Personal information
- Full name: Mohammad Adnan Akram
- Born: 23 June 1995 (age 31) Leytonstone, London
- Batting: Right-handed
- Bowling: Right-arm fast-medium

Domestic team information
- 2002–2003: Essex Cricket Board
- 2003–2005: Cambridge UCCE
- FC debut: 12 April 2003 Cambridge UCCE v Essex
- Last FC: 1 June 2005 Cambridge UCCE v Middlesex
- LA debut: 12 September 2002 Essex Cricket Board v Surrey Cricket Board
- Last LA: 7 May 2003 Essex Cricket Board v Essex

Career statistics
| Competition | First-class | List A |
| Matches | 9 | 2 |
| Runs scored | 515 | 88 |
| Batting average | 42.91 | 44 |
| 100s/50s | 2/1 | 0/1 |
| Top score | 129* | 61 |
| Balls bowled | 251 | 12 |
| Wickets | 3 | 0 |
| Bowling average | 64.00 | – |
| 5 wickets in innings | 0 | – |
| 10 wickets in match | 0 | – |
| Best bowling | 2/85 | – |
| Catches/stumpings | 4/– | 0/– |
- Source: CricketArchive, 17 January 2009

= Adnan Akram =

Pakistani-born English cricketer

Mohammad Adnan Akram (born 17 November 1983) is an English first-class cricketer who played for Cambridge University Centre of Cricketing Excellence, the Essex Cricket Board and the British Universities cricket team between 2002 and 2005.

==Cricket career==
Akram's studies at Anglia Polytechnic University made him eligible to play cricket for the Cambridge UCCE team. His first-class debut, alongside his twin brother Arfan Akram, came against Essex in April 2003. He took two wickets in Essex's first innings but was otherwise unsuccessful. His batting form improved with 38 against Kent, before he scored a "match-winning" 98 from just 89 balls against Northants, putting on a rapid partnership of 139 with Tom Webley, as part of the first victory by a UCCE side over a first-class county. He averaged 40.50 with the bat across the first-class season. Following the end of his university term, he appeared for Essex second XI.

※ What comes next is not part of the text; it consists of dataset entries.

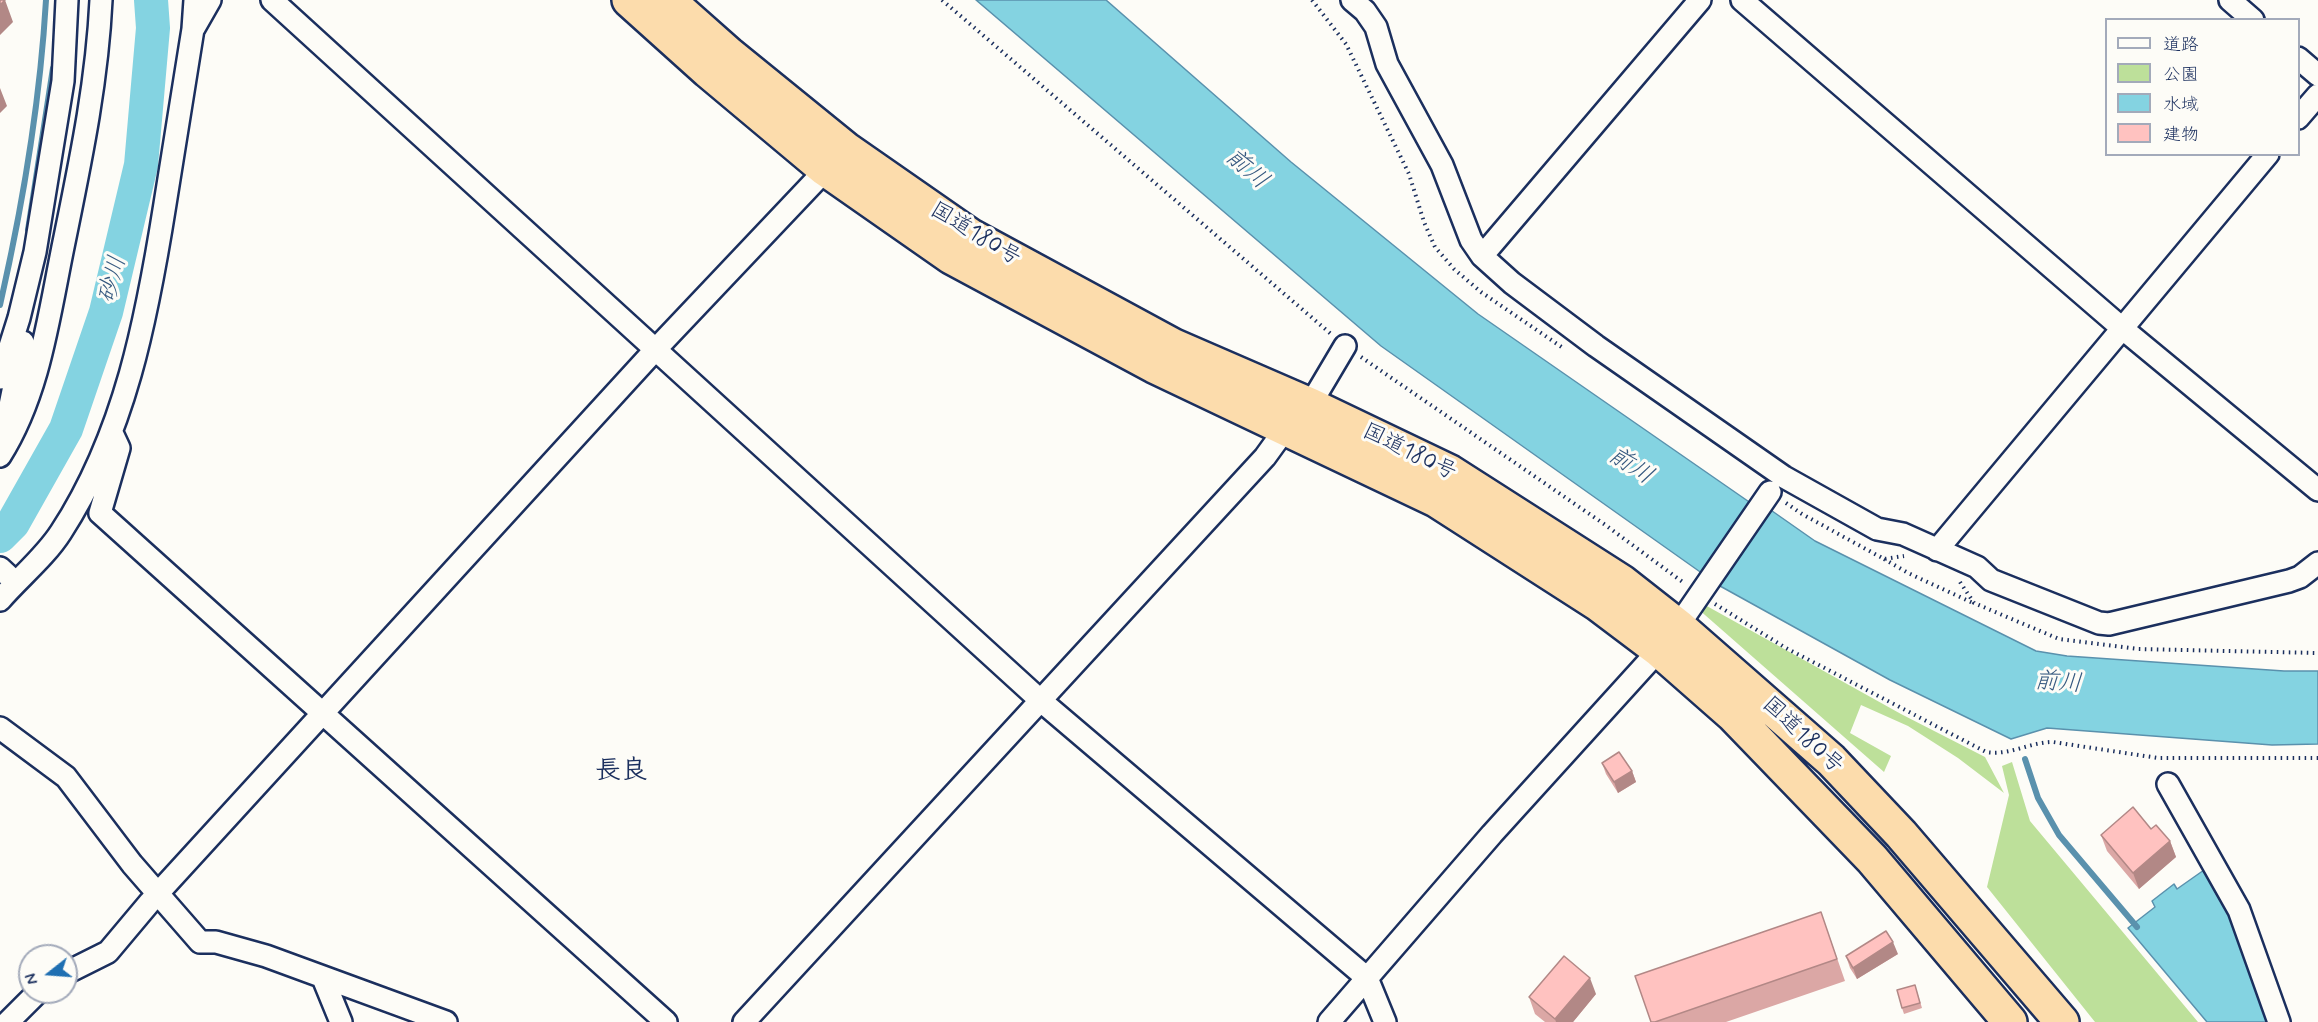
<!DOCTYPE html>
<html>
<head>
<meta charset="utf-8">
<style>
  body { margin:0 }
  #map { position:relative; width:2318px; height:1022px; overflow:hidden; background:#fdfcf7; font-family:Mynerve,"Klee One",sans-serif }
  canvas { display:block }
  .legend { position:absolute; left:2105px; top:18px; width:195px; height:138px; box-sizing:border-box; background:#fdfcf7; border:2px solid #a3aaba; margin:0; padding:8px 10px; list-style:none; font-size:18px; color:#1b2f5e }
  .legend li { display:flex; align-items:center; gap:12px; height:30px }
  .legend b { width:30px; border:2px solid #a3aaba }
  .north { position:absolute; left:18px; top:944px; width:60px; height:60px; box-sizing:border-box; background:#fdfcf7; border:2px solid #a3aaba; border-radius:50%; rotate:253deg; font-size:16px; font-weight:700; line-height:24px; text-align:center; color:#1b2f5e }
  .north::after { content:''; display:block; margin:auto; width:21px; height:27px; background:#1f6fb2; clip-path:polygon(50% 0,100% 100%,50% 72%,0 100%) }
</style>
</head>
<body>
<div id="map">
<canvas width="2318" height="1022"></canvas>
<ul class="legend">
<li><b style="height:8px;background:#fdfcf7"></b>道路</li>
<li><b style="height:16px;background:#bde09a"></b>公園</li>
<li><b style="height:16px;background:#84d3e1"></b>水域</li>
<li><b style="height:16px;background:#ffc2c0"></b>建物</li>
</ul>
<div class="north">N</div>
</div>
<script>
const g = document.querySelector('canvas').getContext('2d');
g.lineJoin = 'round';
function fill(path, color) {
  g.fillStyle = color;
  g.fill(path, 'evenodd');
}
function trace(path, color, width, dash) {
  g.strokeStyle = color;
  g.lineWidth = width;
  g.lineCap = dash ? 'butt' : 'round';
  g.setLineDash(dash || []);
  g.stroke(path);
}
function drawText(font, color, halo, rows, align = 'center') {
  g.font = font + ' Mynerve,"Klee One",sans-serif';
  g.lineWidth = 6;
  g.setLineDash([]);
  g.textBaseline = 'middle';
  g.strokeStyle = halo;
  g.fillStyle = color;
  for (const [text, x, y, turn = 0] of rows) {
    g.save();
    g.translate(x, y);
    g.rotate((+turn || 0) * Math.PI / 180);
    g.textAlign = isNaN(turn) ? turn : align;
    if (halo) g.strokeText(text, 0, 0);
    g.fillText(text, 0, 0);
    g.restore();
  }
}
fill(new Path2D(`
  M1705,605L1901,714L1985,757L2004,793L1958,758L1908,726L1861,705L1850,733L1891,756L1884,772L1697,608Z
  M2012,762L2030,821L2198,1022H2095L1987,887L2009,795L2002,766Z`), '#bde09a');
const water = new Path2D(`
  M976,0H1106L1291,162L1478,314L1755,506H1765L1815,541L2036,651L2067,656L2284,671H2318V744L2272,745L2047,728L2011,739L1890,680L1720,586L1381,346Z
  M2204,870L2231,915L2268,1022H2207L2128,928L2155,907L2152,901L2174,884L2177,889Z`);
fill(water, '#84d3e1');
trace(water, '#5a91ad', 1.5);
trace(new Path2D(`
  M28,230L53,68
  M0,305C23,204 40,103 46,0
  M2025,759L2038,798L2059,835L2137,927`), '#5a91ad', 6);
trace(new Path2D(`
  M0,536L13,523L66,429L106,312L141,165L153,28L151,0`), '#84d3e1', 34);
const minor = new Path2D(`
  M272,0L1040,700L1367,978L1385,1022
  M1352,0L1365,11L1376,27L1387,64L1442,165L1471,240L1482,256L1512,283L1596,346L1784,477L1877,529L1903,534L1977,567L1991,580L2099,623L2109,624L2289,581L2300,577L2318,563
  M1742,0L2123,329L2318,490
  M2230,0L2253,20
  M194,28L210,0
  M2298,58L2318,75
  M2298,118L2318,95
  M1482,256L1700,0
  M0,378L19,318L35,252L63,81L67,0
  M112,433L119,448L100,513L666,1022
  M4,435L23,342
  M0,456C38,396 48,322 62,252C79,168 97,86 101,0
  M1937,550L2268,154
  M0,568L15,582
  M0,600C20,577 45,557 61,532C125,434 147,318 165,204C174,146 184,87 193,29L195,0
  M0,728L66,777L132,864L200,942H216L266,956L446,1022
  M2168,784L2239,910L2279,1022
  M66,973L108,952L150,902L655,350L834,161
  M323,978L341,1022
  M8,1022L38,992
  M744,1022L1265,457L1286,428L1310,405L1345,346
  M1329,1022L1492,834L1659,650L1678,626L1770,492`);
const trunk = new Path2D(`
  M629,0L708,71L825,169L951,257L1154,366L1436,500L1598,604L1659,650L1733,715L1872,859L2010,1022
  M668,0L729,54L846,149L971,236L1174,346L1310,405L1450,472L1622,582L1678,626L1831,760L1901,834L2062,1022`);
trace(minor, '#1b2f5e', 26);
trace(trunk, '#1b2f5e', 38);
trace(new Path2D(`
  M942,0L1331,334
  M1312,0L1346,44L1409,174L1424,222L1435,247L1454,269L1481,292L1563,348
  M1361,357L1604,524L1684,583
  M1786,503L1802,514L1884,559L1904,556
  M1884,559L1908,573L1973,603
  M1960,582L1974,603L2059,639L2138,649L2318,653
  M1715,604L1786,648L1986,752C2009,756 2030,742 2053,742L2158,758H2318`), '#1b2f5e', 4, [1.5, 4.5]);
trace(minor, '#fdfcf7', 21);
trace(trunk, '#fcdcac', 33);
fill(new Path2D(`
  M1602,763L1632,771L1636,782L1618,793L1606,774Z
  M2151,829L2170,841L2176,857L2139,889L2107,851L2101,835Z
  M1821,912L1845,981L1726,1022H1651Z
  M1898,954L1857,979L1850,968L1846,956Z
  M1915,985L1922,1008L1904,1014L1902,1008Z
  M1596,994L1573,1022H1545L1535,1014L1529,997Z`), '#dba7a5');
fill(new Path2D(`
  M5,0L13,22L0,35V5Z
  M0,88L7,106L0,113Z
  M1632,771L1636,782L1618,793L1614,782Z
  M2170,841L2176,857L2139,889L2133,873Z
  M1893,942L1898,954L1857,979L1853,968Z
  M1590,978L1596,994L1573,1022H1556L1555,1019Z`), '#b28886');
const building = new Path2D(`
  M0,0H5L0,5Z
  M1619,752L1632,771L1614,782L1602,763Z
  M2133,807L2151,829L2156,825L2170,841L2133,873L2101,835Z
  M1821,912L1837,959L1655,1022H1651L1635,976Z
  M1886,931L1893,942L1853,968L1846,956Z
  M1564,956L1590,978L1555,1019L1529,997Z
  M1915,985L1920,1003L1902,1008L1897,990Z`);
fill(building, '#ffc2c0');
trace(building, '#b28886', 1.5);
drawText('22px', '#1b2f5e', '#fdfcf7', [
  ["国道180号",975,235,31],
  ["国道180号",1409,453,26],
  ["国道180号",1802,736,43]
]);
drawText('italic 24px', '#35587f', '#fdfcf7', [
  ["前川",1246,170,41],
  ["砂川",114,280,-76],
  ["前川",1630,467,33],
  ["前川",2058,684,4]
]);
drawText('bold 26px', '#1b2f5e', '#fdfcf7', [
  ["長良",621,773]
]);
</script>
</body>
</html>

Akram played in two of the three Cambridge UCCE first-class matches in the 2004 season. He scored a maiden hundred, striking 20 fours and a six as he reached 128 in 133 balls against Middlesex in a drawn match. In his next first-class match, the first of the 2005 season, he made 129 not out, including a partnership of 230 with skipper Tom Webley. He finished his time at university having scored 515 first-class runs at an average of 42.91 and a strike rate of 67.85.

For the Essex Board XI in the Cheltenham & Gloucester Trophy, Akram scored 61 in the third round as the Essex Board XI were beaten by Essex.